Categories: Desserts

Ingredients

  • 1 cup unsalted butter, cubed and divided
  • 2 cups granulated sugar
  • 1 cup water
  • 1/2 cup vegetable oil
  • 1/2 cup whole buttermilk
  • 2 large eggs, lightly beaten
  • 1 1/2 tsp vanilla extract
  • 2 cups all-purpose flour
  • 2/3 cup unsweetened cocoa powder, divided
  • 1 tsp baking soda
  • 1/2 tsp ground cinnamon
  • 1/2 tsp kosher salt, divided
  • 1/8 tsp ground nutmeg
  • 1/3 cup whole milk
  • 16 oz. bag confectioners' sugar
  • 3/4 cup chopped toasted pecans, divided

Directions

  1. Preheat oven to 400. Spray a 15×10-inch rimmed baking sheet with baking spray with flour.

  2. In a large microwave-safe bowl, heat 1/2 cup butter on high until just melted, about 1 minute. Beat in granulated sugar, 1 cup water, oil, buttermilk, eggs, and vanilla with a mixer at medium speed until combined.

  3. Sift flour, 1/3 cup cocoa, baking soda, cinnamon, 1/4 tsp salt and nutmeg onto sugar mixture; beat at low speed just until combined, stopping to scrape sides of bowl. Spread batter into prepared pan.

  4. Bake until a wooden pick inserted in center comes out clean, about 20 minutes. Let cool in pan for 10 minutes.

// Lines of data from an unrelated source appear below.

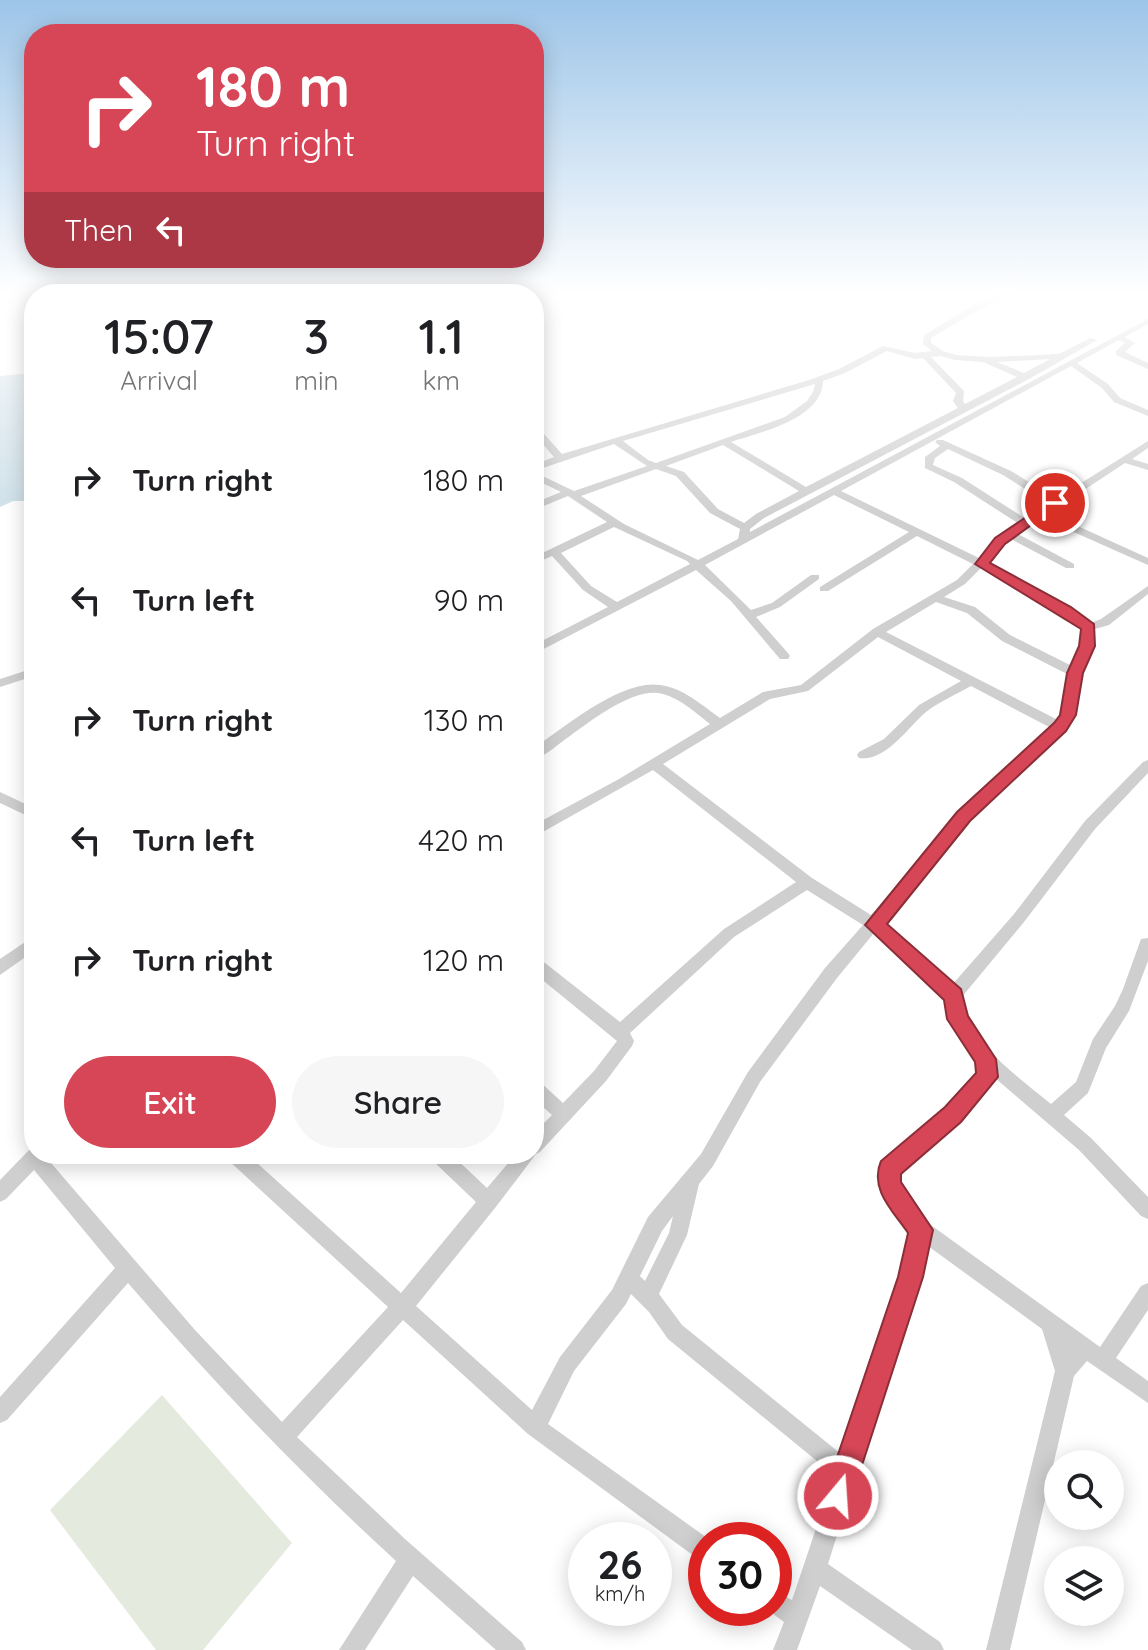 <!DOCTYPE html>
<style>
body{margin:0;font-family:Quicksand,sans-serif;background:#f6f6f6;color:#202124;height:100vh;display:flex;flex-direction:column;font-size:30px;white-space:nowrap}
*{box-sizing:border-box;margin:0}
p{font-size:26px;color:#757577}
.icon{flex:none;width:44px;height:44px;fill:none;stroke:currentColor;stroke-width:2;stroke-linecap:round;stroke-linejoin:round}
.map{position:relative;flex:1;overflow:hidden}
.panel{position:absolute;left:24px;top:284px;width:520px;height:880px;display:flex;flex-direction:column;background:#fff;border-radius:32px;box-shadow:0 4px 20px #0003}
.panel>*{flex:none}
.guide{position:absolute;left:24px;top:24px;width:520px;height:244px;border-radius:32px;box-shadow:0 4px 20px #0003;background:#d64656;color:#fff;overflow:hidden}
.buttons{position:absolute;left:1044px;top:1450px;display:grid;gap:16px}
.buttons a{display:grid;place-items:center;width:80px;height:80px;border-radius:50%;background:#fff;box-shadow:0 4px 20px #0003;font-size:40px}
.speed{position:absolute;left:568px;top:1522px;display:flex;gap:16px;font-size:40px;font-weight:700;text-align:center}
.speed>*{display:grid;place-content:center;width:104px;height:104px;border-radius:50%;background:#fff;box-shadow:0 4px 20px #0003;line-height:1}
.speed small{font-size:20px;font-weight:400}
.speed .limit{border:12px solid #d22;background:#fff;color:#111}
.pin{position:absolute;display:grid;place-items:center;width:68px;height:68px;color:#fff;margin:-34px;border:4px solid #fff;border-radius:50%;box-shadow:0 2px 8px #0007}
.me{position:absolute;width:88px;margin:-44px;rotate:18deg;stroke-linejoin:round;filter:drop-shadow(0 0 6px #0008)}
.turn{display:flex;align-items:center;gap:28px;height:168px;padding:0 40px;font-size:36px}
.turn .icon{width:104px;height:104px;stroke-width:2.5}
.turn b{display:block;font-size:56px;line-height:68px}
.then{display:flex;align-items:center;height:76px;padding:0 40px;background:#0003;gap:16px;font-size:30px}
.eta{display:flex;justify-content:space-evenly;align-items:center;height:136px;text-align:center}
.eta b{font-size:48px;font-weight:600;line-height:56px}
.cta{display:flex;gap:16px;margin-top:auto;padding:16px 40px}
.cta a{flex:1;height:92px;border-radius:48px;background:#d64656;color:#fff;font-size:32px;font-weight:600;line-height:92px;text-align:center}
.cta a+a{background:#f6f6f6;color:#202124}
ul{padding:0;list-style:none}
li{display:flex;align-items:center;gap:24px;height:120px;padding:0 40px}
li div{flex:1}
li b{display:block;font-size:30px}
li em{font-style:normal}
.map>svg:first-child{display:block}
.green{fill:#e5eade}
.water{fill:#cddfe8}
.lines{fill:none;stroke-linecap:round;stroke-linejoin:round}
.minor{fill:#cfcfcf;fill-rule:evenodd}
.route{fill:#d64656;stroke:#8b2e38;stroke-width:2}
</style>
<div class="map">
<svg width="1148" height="1650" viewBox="0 0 1148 1650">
<rect width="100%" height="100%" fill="#fff"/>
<path class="green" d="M162,1395l130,148 -89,107h-47l-106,-140z"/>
<path class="water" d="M34,373v128h-21l-13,6v-131z"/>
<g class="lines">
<path class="minor" d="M67,292h16l2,2z
M229,292h8l2,2h-8z
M1005,292h11l-36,17 -49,29v5l12,8 13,4 35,2 68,-3 31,-16 7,2 -68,39 -265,139 -14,11v3l398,-213v5l-23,13 10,6 -10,9 23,11v6l-32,-14v-4l9,-8 -6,-3 -42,23 31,21 12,14 28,12v6l-34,-14 -12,-14 -31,-22 -230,125 138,67 27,-26 13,-8 -65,-42 -29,-14v-11l15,-11 -5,-4 2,-2h6l68,31 45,28 92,-58v7l-16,11 16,5v6l-23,-7 -76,50 99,45v7l-106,-47 -24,16 56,30v4h-8l-55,-29 -24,23 83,45 21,16 10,-4 47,-33v8l-39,31 -14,4c-2,16 -9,29 -14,44 -6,20 -6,39 -16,57l-97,91 -85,102 69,62 62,-71 71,-93 58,-59 5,-2v13l-53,56 -71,93 -63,76c11,48 54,76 90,106l25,-22 17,-43 22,-33 8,-17 18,-50 7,-1v23l-19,50 -23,37 -18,45 -24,22 27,23 57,59v22l-7,-3 -62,-66 -84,-72 -36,43 -61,52v10l30,40 172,124 41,-61 7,-3v27l-32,48 32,23v22l-61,-42 -13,15 -64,274h-24l69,-279 -13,-42 -114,-83 -100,318 112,78 4,8h-32l-92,-64 -23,64h-24l11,-28 -19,-14h9v-18l18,10 42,-125 -166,-136 -19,-27 -18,-18 -5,10 -52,67 -26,53 162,116h-4v22l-8,-3 -170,-125 -125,-114 -106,117 108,102 117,103 4,8h-30l-83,-74 -48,74h-26l57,-89c-95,-87 -184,-180 -268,-278l-121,137 -7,3v-26l115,-129 -81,-98 -28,29 -6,3v-22l31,-32 3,-1v7h12l-1,2 150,174 87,92 106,-115 -160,-147 -3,-6h22l154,139 75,-91 -44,-42 -3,-6h22l36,34 29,-34h18v-21l18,-18 -18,-16v-19l6,2 23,21 31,-32 23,-30 -83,-68v-16l6,2 80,63 104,-93 72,-47 -143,-112 -119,67v-12l85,-46 91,-55c-14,-11 -29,-25 -47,-30 -28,-8 -71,26 -93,42 -12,8 -23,19 -36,24v-12c31,-21 87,-69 126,-63 23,3 42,20 60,33l43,-26 38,-7 72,-56 84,-49 16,-16 -56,-28 -89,55h-8v-4l89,-55 -75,-37 -129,70 46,45 21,-7 39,-28h8v4l-39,28 -24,10 32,36 2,3 -2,3h-8l-49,-58 -35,-31 -162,84v-9l74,-38 -25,-17 -31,-34 -18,8v-7l73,-35 -39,-26 -34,14v-7l27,-11 -27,-13v-7l40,19 73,-25 -33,-22 -80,27v-6l20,-8 -20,-23v-9l3,1 25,28 247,-74 30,-11 44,-23 32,7 17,-2 -9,-7 1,-9 50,-30zM887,351l28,8 8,-1 33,35 -3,8 5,7 -152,79 -75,-45c30,-10 91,-23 92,-61l22,-8zM940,356l15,4 28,2 34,15 -52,27 -2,-3 1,-10 -33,-34zM1050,359l-26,14 -27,-11zM815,384l-2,8 -6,9 -22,16 -129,46 -8,-3 -25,-19zM723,445l76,46 -43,23 -12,9 -26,-14 -34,-37 -18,-6zM948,449l55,26 46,29 -23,15 -64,-41 -29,-13 2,-7zM656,469l20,7 34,37 30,16 -2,10 -40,21 -74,-36 -43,-28zM614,527l73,34 3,3 -73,38 -26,-16 -30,-33zM981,568l81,45 21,15 -2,16 -9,22 -62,-31 -35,-28 -31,-10 21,-13zM936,602l31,11 35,28 67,34 -11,45 -172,-88zM878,637l83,44 -42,24 -35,34 -25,13 -2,3 2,3c27,4 49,-31 67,-46 13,-10 31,-18 45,-26l80,42 -93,85 -87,102 -59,-37 -149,-114 107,-65 38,-8zM807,890l56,35 -38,43 -77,104 -47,82 -53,63 -36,73 -52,67 -28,53 -116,-104 79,-98 41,-54 4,-2 66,-71 26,-35 2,-5 -4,-8 104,-96zM874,933l72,66 9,26 20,35 3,14 -31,35 -64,54c-4,9 -4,20 0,29l28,40 -3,20 -67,202 -159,-129 -23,-31 28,-59 12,-51 14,-18 47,-84 77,-104zM673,1216l-4,17 -24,48 -5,-5 22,-45z
M34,668v8l-34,11v-8z
M0,792l34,16v11l-34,-16z
M34,936v15l-34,24v-16z"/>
</g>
<linearGradient id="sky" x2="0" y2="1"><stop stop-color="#9dc5e8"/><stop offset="0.56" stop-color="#fff"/><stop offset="1" stop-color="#fff" stop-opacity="0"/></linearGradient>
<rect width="1148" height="523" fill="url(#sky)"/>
<path class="route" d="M1050,501l12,2 -57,41 -15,19 81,44 23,17 1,22 -12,27 -7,42 -10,16 -96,90 -83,103 74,65 7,27 28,43 2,18 -37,45 -60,52v8l32,48 -10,47 -71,219 -4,10 -10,4 -10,-4 -4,-10 74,-219 10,-44c-15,-22 -39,-44 -27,-72l64,-54 31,-34 -1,-11 -28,-43 -3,-19 -79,-75 92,-113 97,-89 6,-8 7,-42 12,-27 2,-17 -106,-65 20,-26z"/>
</svg>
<div class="buttons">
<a><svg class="icon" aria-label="search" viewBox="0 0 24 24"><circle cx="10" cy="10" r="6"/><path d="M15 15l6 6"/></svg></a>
<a><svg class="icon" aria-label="layers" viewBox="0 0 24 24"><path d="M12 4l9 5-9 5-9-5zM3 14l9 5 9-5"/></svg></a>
</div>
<div class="speed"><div>26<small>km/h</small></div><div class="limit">30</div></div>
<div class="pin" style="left:1055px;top:503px;background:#d93025"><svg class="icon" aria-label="arrive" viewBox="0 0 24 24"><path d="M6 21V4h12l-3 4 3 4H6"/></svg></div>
<svg class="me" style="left:838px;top:1496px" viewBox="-20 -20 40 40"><circle r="17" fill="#d64656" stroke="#fff" stroke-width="3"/><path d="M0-11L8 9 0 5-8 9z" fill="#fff"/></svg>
<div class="guide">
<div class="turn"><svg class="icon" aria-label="right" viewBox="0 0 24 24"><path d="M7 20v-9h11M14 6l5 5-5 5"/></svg><div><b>180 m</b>Turn right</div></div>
<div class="then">Then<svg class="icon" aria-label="left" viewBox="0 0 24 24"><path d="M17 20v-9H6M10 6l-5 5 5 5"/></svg></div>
</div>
<section class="panel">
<div class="eta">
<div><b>15:07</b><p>Arrival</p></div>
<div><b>3</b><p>min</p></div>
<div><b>1.1</b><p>km</p></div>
</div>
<ul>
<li><svg class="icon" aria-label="right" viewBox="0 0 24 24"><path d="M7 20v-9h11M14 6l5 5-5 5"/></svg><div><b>Turn right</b></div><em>180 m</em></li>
<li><svg class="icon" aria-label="left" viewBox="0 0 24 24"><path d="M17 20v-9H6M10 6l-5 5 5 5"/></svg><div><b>Turn left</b></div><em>90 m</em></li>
<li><svg class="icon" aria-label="right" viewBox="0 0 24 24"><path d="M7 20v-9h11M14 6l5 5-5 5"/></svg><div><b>Turn right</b></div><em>130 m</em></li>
<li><svg class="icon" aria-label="left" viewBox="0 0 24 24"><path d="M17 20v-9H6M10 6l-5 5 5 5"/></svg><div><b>Turn left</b></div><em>420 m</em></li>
<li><svg class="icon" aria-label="right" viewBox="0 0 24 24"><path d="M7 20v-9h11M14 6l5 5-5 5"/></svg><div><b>Turn right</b></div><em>120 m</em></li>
</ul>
<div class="cta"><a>Exit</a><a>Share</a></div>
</section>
</div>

  5. Meanwhile, in a large microwave-safe bowl, heat milk and remaining 1/2 cup butter on high until butter is just melted, about 1 minute. Sift confectioners’ sugar, remaining 1/3 cup cocoa and remaining 1/4 tsp salt onto milk mixture, and beat with a mixer at low speed until well combined. Stir in 1/2 cup pecans. Spread frosting onto warm cake. Sprinkle with remaining 1/4 cup pecans. Let cool completely on a wire rack. Store, covered, at room temp for up to 3 days.